BEGIN Record set
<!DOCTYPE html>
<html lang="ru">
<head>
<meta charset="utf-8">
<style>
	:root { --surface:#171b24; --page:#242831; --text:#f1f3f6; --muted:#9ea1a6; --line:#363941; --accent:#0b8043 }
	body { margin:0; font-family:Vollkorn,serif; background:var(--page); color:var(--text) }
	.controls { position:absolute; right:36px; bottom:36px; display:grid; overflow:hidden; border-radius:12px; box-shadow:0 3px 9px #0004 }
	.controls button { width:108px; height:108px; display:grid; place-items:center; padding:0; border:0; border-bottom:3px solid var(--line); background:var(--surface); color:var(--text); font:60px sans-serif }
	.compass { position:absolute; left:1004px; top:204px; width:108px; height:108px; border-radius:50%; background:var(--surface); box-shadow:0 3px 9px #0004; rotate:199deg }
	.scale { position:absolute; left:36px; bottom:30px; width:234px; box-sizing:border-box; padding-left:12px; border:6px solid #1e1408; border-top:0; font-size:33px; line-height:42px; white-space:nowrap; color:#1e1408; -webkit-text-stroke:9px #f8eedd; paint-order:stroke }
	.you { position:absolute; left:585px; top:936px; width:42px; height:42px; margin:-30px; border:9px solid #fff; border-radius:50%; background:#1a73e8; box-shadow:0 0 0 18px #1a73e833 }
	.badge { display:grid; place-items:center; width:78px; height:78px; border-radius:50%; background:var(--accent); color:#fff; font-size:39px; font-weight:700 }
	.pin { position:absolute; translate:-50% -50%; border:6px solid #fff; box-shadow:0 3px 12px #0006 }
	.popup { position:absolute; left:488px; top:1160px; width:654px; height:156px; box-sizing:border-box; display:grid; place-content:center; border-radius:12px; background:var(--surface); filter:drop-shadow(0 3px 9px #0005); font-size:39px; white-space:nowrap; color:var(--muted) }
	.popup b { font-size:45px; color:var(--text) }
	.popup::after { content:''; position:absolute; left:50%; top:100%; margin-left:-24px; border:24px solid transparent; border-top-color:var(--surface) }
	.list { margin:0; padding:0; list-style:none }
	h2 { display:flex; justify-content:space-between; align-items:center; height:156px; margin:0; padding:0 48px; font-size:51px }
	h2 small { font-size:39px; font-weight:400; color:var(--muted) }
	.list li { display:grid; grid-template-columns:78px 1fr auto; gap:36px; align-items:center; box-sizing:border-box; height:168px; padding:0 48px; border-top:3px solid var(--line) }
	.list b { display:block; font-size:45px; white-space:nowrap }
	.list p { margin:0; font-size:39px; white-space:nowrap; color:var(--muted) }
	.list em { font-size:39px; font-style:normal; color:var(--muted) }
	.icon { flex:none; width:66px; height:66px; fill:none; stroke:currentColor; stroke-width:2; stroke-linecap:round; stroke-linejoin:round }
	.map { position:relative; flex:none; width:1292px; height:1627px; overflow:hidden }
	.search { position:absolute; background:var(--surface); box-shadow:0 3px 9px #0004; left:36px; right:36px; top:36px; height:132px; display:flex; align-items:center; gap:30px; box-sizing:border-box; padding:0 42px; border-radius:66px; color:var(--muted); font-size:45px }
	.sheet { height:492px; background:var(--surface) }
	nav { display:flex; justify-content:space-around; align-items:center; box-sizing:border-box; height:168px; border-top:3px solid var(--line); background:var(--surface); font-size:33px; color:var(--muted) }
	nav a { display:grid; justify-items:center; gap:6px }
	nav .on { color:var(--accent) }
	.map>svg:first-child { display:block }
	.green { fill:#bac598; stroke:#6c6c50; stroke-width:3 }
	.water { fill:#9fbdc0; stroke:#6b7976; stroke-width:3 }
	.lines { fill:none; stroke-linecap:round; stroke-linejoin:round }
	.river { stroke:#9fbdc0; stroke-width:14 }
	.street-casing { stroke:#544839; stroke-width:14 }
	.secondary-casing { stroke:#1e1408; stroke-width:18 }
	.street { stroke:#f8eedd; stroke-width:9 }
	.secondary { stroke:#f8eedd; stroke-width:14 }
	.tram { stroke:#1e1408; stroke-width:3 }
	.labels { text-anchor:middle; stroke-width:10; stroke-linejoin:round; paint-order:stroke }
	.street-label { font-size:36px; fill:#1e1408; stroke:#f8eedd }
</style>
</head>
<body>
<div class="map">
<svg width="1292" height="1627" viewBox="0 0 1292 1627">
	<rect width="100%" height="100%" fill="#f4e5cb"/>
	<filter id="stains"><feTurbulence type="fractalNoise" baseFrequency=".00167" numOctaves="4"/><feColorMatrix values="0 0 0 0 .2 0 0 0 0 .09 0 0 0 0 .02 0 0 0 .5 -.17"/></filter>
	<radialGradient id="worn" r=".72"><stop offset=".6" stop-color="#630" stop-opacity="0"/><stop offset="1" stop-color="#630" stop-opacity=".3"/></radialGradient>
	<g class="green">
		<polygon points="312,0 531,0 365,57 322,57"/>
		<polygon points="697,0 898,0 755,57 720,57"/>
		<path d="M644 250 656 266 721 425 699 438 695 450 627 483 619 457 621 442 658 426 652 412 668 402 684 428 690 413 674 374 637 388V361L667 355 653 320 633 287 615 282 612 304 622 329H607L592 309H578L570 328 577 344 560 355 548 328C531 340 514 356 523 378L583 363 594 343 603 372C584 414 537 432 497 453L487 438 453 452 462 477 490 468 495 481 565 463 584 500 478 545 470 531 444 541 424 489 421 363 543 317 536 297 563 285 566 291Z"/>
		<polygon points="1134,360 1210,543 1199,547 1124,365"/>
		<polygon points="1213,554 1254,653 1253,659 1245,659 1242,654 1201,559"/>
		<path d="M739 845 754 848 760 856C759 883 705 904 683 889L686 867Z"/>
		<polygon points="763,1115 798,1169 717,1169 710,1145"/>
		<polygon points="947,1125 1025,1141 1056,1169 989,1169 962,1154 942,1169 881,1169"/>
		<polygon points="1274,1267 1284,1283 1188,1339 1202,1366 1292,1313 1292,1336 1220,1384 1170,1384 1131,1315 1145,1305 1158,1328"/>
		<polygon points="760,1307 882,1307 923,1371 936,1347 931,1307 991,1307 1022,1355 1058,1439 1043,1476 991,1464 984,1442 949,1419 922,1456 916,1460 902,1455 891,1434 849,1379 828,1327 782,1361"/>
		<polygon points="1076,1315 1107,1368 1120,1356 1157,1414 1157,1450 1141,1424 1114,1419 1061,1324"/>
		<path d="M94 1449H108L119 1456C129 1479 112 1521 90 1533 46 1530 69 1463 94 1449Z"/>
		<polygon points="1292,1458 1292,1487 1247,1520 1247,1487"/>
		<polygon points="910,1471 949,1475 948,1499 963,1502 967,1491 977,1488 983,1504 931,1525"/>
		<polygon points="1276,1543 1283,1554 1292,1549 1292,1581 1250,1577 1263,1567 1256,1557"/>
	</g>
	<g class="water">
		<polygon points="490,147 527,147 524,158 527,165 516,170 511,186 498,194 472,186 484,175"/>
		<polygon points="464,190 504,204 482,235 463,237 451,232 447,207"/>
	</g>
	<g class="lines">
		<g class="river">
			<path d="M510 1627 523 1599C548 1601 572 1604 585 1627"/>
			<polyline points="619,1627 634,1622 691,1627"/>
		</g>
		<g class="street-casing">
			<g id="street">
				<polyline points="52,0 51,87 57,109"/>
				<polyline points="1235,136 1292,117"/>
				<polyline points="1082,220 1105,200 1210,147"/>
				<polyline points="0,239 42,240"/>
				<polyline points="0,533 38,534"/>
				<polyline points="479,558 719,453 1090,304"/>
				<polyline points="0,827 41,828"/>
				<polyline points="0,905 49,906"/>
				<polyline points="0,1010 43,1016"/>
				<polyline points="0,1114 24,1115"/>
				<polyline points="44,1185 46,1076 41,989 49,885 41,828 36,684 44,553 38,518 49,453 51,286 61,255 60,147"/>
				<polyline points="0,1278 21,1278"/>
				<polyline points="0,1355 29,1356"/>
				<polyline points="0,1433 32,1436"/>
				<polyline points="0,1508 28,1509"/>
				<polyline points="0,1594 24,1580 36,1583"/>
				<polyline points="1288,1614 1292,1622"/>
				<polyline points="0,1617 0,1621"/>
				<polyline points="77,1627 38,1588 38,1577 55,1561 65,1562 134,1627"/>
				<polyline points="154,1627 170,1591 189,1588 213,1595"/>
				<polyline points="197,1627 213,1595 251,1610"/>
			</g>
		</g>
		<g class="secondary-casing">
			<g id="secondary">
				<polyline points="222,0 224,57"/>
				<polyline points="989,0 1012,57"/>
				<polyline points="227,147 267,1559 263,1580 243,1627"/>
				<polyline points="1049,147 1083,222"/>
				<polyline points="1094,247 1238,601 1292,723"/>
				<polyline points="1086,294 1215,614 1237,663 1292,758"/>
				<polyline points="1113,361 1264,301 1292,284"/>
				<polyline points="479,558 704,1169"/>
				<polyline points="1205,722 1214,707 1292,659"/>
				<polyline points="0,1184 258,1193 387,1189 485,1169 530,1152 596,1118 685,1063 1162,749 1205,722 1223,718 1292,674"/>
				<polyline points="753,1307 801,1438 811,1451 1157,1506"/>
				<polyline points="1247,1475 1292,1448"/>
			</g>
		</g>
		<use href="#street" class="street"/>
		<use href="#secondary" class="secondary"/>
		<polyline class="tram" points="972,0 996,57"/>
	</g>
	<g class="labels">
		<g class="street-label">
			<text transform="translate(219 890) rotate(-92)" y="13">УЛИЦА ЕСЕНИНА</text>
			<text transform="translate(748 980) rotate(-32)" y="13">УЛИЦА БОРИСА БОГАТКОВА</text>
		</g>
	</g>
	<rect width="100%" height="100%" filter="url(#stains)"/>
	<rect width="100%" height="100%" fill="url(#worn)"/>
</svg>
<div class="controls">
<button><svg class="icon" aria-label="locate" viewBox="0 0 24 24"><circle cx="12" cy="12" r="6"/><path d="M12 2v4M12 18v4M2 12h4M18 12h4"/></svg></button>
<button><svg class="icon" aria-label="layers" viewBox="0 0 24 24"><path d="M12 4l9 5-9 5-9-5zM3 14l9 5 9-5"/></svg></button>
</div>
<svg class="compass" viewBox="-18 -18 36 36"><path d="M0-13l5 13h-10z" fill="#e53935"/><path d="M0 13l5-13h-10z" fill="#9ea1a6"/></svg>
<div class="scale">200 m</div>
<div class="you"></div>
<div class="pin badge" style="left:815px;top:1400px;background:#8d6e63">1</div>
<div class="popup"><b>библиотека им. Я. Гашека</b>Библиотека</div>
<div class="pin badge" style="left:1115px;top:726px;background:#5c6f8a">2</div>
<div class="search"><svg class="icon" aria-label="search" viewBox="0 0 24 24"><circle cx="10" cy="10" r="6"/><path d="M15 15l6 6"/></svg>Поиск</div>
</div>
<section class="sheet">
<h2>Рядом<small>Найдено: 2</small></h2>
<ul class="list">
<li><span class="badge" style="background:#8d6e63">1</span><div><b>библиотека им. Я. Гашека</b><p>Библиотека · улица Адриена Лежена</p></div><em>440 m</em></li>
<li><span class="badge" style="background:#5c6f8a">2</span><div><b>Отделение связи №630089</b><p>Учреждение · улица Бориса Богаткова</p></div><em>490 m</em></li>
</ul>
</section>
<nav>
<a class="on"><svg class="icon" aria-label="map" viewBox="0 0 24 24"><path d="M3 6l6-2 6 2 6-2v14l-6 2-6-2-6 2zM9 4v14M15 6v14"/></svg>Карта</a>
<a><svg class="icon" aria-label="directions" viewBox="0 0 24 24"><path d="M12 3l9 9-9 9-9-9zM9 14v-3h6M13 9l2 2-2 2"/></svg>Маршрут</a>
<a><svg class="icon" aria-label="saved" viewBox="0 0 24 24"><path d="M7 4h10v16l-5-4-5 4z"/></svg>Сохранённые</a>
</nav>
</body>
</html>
END Record set
[Exercise] Once you find the line with "display:flex; justify-content:space-between; align-items:center;" in the entries above, output it and each line after it up to and including the line with "fill:none; stroke-linecap:round; stroke-linejoin:round", and nothing else.

[Response area]
	h2 { display:flex; justify-content:space-between; align-items:center; height:156px; margin:0; padding:0 48px; font-size:51px }
	h2 small { font-size:39px; font-weight:400; color:var(--muted) }
	.list li { display:grid; grid-template-columns:78px 1fr auto; gap:36px; align-items:center; box-sizing:border-box; height:168px; padding:0 48px; border-top:3px solid var(--line) }
	.list b { display:block; font-size:45px; white-space:nowrap }
	.list p { margin:0; font-size:39px; white-space:nowrap; color:var(--muted) }
	.list em { font-size:39px; font-style:normal; color:var(--muted) }
	.icon { flex:none; width:66px; height:66px; fill:none; stroke:currentColor; stroke-width:2; stroke-linecap:round; stroke-linejoin:round }
	.map { position:relative; flex:none; width:1292px; height:1627px; overflow:hidden }
	.search { position:absolute; background:var(--surface); box-shadow:0 3px 9px #0004; left:36px; right:36px; top:36px; height:132px; display:flex; align-items:center; gap:30px; box-sizing:border-box; padding:0 42px; border-radius:66px; color:var(--muted); font-size:45px }
	.sheet { height:492px; background:var(--surface) }
	nav { display:flex; justify-content:space-around; align-items:center; box-sizing:border-box; height:168px; border-top:3px solid var(--line); background:var(--surface); font-size:33px; color:var(--muted) }
	nav a { display:grid; justify-items:center; gap:6px }
	nav .on { color:var(--accent) }
	.map>svg:first-child { display:block }
	.green { fill:#bac598; stroke:#6c6c50; stroke-width:3 }
	.water { fill:#9fbdc0; stroke:#6b7976; stroke-width:3 }
	.lines { fill:none; stroke-linecap:round; stroke-linejoin:round }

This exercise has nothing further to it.